— WHAT THE EXERCISE ASKS —
Every line from the one with "0,695px 0,711px 13px,652px" to the one with "194px,997px 248px,943px 288px,903px", including those two, is to be copied exactly; all other lines of the entries below are left out.

— SUPPLIED DATA —
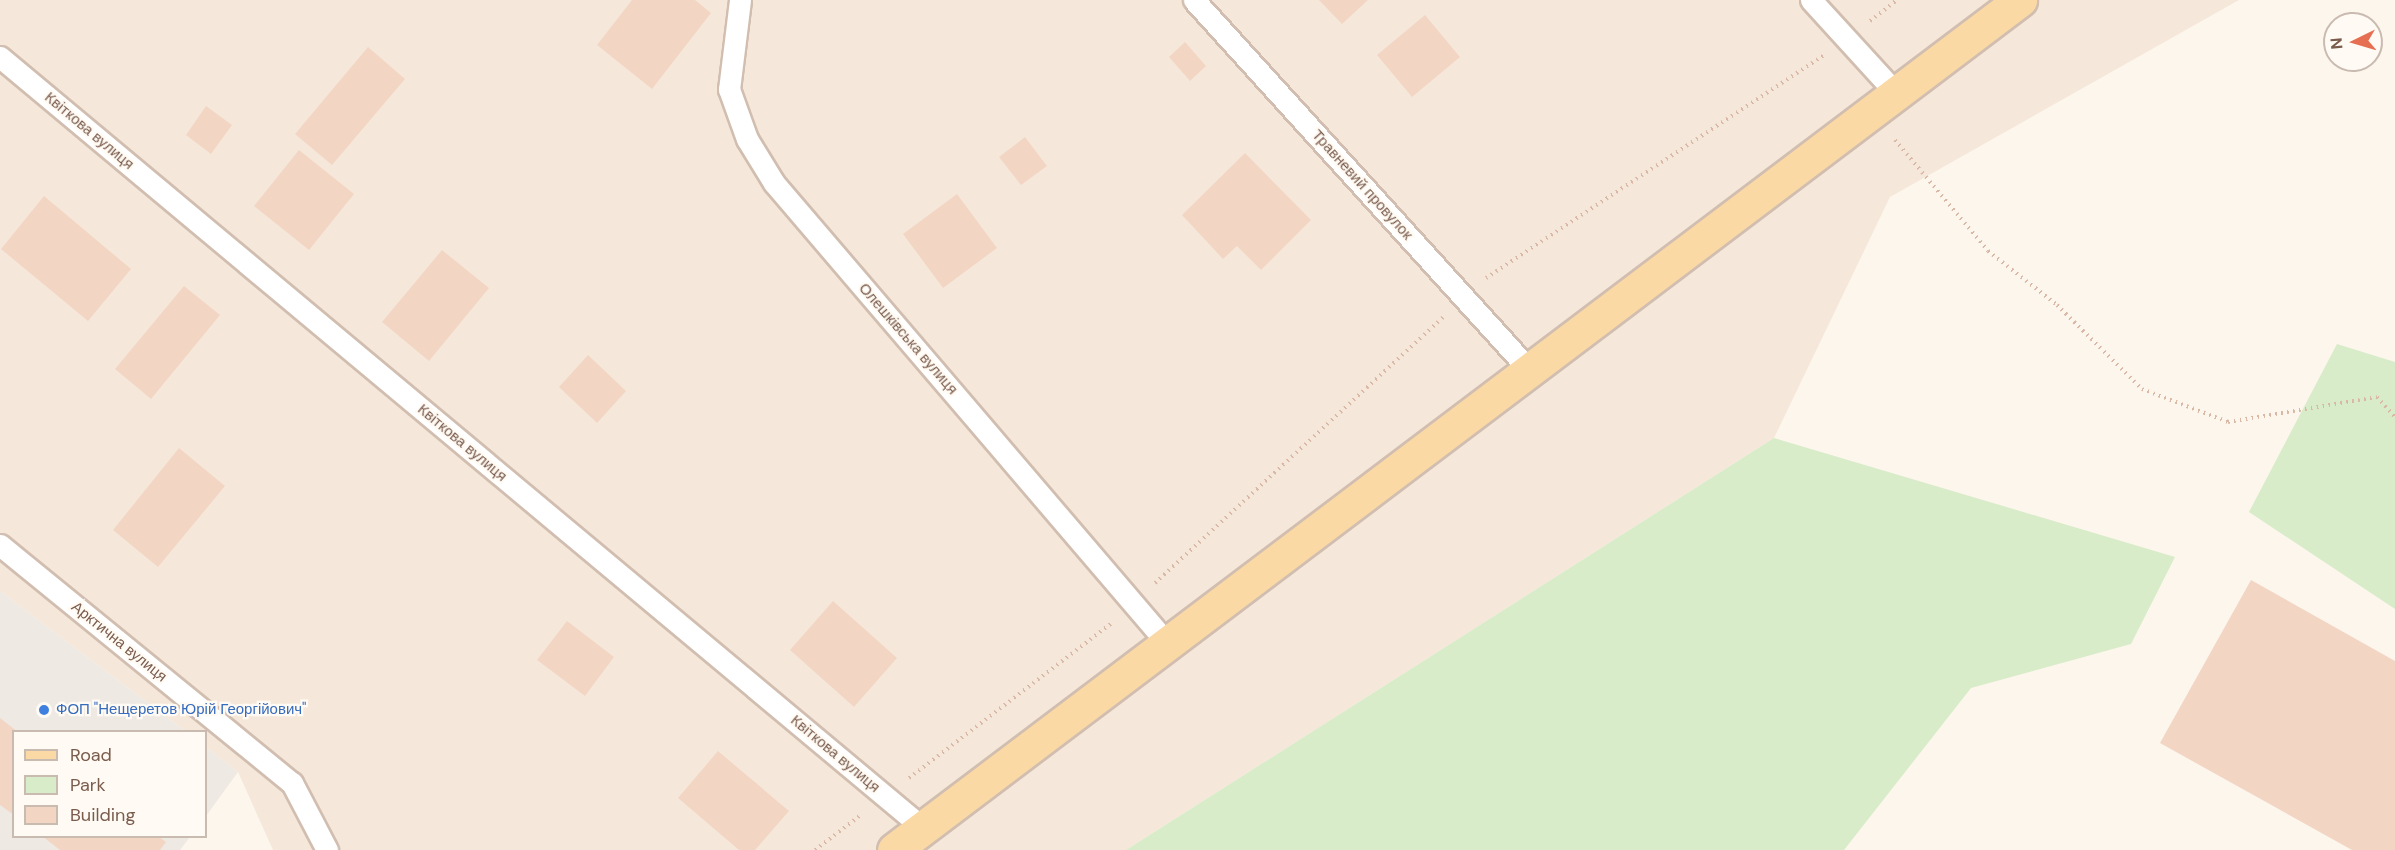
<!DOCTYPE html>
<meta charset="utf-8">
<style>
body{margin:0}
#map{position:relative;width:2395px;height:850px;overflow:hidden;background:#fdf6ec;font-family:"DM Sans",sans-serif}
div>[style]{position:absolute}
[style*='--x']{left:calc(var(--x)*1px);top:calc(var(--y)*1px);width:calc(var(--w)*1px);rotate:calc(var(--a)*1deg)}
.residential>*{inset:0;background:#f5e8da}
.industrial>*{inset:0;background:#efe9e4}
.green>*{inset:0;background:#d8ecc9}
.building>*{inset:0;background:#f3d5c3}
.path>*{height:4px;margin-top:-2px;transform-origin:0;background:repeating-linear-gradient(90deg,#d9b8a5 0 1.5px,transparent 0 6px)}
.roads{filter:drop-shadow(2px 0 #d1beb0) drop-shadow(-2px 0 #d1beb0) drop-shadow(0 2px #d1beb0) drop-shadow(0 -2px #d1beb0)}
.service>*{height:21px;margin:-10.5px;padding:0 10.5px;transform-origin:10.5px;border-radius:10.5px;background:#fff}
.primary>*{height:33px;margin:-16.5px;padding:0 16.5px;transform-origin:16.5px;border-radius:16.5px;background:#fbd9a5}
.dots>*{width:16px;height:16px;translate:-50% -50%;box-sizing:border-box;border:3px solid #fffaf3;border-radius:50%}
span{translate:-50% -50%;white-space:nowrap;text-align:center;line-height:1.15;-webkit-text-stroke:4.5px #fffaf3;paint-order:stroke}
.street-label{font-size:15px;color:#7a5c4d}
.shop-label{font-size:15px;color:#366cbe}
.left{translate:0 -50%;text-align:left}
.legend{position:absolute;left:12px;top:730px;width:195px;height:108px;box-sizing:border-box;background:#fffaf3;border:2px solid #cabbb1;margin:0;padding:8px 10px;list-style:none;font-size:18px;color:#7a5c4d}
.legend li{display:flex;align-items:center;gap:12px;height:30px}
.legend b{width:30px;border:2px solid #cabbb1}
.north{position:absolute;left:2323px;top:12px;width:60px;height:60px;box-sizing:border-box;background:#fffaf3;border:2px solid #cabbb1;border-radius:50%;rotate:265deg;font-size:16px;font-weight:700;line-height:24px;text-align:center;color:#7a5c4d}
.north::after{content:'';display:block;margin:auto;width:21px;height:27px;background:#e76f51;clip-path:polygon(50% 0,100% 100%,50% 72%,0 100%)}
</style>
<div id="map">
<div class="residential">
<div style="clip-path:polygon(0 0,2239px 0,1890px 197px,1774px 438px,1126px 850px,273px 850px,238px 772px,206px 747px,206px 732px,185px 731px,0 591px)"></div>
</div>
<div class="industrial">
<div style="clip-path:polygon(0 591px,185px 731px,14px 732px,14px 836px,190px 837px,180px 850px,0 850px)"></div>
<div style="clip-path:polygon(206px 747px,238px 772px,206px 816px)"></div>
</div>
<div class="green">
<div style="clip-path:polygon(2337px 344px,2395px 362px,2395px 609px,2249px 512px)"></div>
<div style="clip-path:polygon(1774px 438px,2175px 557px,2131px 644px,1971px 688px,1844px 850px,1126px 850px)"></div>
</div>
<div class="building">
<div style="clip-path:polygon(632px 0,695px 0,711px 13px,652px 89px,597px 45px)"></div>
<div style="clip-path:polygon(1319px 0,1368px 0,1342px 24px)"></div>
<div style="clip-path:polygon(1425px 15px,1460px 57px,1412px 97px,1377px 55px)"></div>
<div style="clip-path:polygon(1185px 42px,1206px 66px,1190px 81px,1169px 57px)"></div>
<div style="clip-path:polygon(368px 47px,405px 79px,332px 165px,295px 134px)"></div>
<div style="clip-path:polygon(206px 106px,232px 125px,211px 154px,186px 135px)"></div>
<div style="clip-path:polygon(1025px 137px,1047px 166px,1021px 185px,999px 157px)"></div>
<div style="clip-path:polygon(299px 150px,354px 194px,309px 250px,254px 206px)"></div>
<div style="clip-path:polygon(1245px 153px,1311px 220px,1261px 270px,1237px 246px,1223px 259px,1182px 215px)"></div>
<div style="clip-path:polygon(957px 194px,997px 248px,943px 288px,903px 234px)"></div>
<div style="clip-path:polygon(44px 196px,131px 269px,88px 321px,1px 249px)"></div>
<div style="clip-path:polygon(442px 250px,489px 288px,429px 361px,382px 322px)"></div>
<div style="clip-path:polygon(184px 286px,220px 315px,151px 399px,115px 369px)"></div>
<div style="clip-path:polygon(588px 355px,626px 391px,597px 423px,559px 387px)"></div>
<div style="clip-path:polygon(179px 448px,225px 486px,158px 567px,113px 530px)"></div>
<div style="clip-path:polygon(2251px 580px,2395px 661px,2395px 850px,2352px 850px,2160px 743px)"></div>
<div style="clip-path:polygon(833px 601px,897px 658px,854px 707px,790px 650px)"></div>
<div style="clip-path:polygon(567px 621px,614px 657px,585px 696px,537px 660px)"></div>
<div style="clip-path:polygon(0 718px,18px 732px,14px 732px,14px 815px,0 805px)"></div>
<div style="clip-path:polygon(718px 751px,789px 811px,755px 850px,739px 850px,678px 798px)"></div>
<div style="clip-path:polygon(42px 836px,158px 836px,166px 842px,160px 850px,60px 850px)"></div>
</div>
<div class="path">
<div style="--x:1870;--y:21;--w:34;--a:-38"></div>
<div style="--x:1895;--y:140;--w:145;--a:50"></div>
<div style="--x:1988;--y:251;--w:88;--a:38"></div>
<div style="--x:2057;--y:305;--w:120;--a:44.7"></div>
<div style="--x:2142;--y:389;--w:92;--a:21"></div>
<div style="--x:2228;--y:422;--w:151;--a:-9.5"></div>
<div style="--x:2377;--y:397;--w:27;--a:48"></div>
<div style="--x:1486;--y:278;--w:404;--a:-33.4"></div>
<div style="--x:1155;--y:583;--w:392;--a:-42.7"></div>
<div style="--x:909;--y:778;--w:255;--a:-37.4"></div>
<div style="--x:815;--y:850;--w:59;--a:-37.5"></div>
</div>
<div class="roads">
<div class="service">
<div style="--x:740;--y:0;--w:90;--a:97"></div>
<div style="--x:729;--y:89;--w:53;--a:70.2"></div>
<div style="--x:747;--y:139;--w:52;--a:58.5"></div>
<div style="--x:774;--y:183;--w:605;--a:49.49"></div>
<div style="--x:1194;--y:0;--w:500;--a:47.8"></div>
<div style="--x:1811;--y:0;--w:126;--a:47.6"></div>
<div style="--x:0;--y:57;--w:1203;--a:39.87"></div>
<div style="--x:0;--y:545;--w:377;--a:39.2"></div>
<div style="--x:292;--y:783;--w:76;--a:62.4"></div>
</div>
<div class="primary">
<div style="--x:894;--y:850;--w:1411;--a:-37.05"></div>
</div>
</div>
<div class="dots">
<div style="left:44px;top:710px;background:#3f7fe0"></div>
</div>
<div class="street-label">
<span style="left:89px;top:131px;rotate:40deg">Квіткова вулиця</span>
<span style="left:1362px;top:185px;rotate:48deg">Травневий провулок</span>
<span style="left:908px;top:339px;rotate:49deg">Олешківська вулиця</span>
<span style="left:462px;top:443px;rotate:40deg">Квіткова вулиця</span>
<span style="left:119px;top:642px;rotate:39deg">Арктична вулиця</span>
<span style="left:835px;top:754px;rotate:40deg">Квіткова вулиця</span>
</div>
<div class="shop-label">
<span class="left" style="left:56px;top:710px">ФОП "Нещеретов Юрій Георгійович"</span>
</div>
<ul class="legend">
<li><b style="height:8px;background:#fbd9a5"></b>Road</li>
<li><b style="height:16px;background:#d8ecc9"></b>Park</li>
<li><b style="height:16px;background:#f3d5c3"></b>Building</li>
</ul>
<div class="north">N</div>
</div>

— REPLY TO THE EXERCISE —
<div style="clip-path:polygon(632px 0,695px 0,711px 13px,652px 89px,597px 45px)"></div>
<div style="clip-path:polygon(1319px 0,1368px 0,1342px 24px)"></div>
<div style="clip-path:polygon(1425px 15px,1460px 57px,1412px 97px,1377px 55px)"></div>
<div style="clip-path:polygon(1185px 42px,1206px 66px,1190px 81px,1169px 57px)"></div>
<div style="clip-path:polygon(368px 47px,405px 79px,332px 165px,295px 134px)"></div>
<div style="clip-path:polygon(206px 106px,232px 125px,211px 154px,186px 135px)"></div>
<div style="clip-path:polygon(1025px 137px,1047px 166px,1021px 185px,999px 157px)"></div>
<div style="clip-path:polygon(299px 150px,354px 194px,309px 250px,254px 206px)"></div>
<div style="clip-path:polygon(1245px 153px,1311px 220px,1261px 270px,1237px 246px,1223px 259px,1182px 215px)"></div>
<div style="clip-path:polygon(957px 194px,997px 248px,943px 288px,903px 234px)"></div>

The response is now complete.